大企業であれば10年勤めていなければ任されないような仕事が、中小企業では1年、2年で回ってくるのです。自分の頭で考え、自分の仕事を最適化しようとする人であれば、これ以上の成長の場はないでしょう。この意味で、若いうちこそ中小企業で揉まれた方が高い経験値が手に入ると言えます。
また意思決定者、特に社長を始めとする経営陣との距離の近さも中小企業の大きなメリットです。「先代から何も考えずに引き継いだだけ」という社長ならともかく、情熱や哲学を持って事業を運営している社長であれば、必ず学ぶものがあります。大企業でこうした経営のトップと実際に仕事をしたり、話したりするには相応のキャリアと時間が必要です。
しかし中小企業なら、場合によっては毎日社長の姿を見ながら働くこともあるでしょう。
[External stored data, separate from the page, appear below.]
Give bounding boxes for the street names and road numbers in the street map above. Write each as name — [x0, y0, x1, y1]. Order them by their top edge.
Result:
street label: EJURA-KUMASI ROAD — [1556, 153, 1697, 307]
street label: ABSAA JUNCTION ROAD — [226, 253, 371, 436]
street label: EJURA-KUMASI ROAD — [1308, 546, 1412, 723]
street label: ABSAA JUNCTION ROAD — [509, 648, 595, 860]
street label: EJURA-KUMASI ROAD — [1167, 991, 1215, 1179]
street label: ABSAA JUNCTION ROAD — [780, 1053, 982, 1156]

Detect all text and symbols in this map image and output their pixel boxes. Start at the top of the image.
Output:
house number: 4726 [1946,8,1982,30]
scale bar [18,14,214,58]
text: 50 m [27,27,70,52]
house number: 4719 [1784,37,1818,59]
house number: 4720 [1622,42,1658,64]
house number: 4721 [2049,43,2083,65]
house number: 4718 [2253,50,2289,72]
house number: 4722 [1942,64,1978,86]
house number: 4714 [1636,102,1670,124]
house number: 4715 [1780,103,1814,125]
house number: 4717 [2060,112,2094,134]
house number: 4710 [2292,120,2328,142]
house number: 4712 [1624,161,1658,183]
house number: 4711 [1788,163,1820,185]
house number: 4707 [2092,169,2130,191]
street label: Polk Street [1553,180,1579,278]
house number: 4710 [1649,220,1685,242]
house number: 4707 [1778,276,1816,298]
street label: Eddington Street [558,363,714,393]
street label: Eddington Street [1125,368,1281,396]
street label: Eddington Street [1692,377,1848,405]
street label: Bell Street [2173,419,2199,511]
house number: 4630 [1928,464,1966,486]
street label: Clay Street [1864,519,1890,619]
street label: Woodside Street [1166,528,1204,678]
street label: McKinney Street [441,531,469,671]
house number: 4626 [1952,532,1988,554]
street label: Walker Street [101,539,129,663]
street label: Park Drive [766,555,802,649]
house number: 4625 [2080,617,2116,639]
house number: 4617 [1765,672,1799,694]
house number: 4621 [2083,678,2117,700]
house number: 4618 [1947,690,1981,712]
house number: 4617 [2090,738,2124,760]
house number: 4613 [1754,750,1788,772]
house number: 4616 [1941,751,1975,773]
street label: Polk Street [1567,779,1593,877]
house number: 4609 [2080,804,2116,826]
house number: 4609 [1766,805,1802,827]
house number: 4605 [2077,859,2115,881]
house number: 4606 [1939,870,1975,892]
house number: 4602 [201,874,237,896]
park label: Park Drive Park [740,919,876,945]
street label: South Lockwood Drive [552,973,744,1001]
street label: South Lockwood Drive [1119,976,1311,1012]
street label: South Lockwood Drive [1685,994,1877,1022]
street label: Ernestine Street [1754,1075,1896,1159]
この点を考えれば、「尊敬できる社長がいる」という理由だけで中小企業で働いても、十分に自分の成長の糧になるのです。
大切なのは「中小企業」「大企業」というカテゴリーで見るのではなく、今いる中小企業のプラス要素とマイナス要素の客観的な評価です。それは自分の言い訳に気づくきっかけになり、働き方を改める第一歩になります。
「仕事のスピード」の上げ方を知る

慢性的な人手不足を抱える中小企業では、一人当たりの仕事量が比較的多くなります。それが成長の起爆剤になるのですが、いつまでも仕事に追われていては成長について考える暇もありません。この状況を打開するには「仕事のスピード」を上げる必要があります。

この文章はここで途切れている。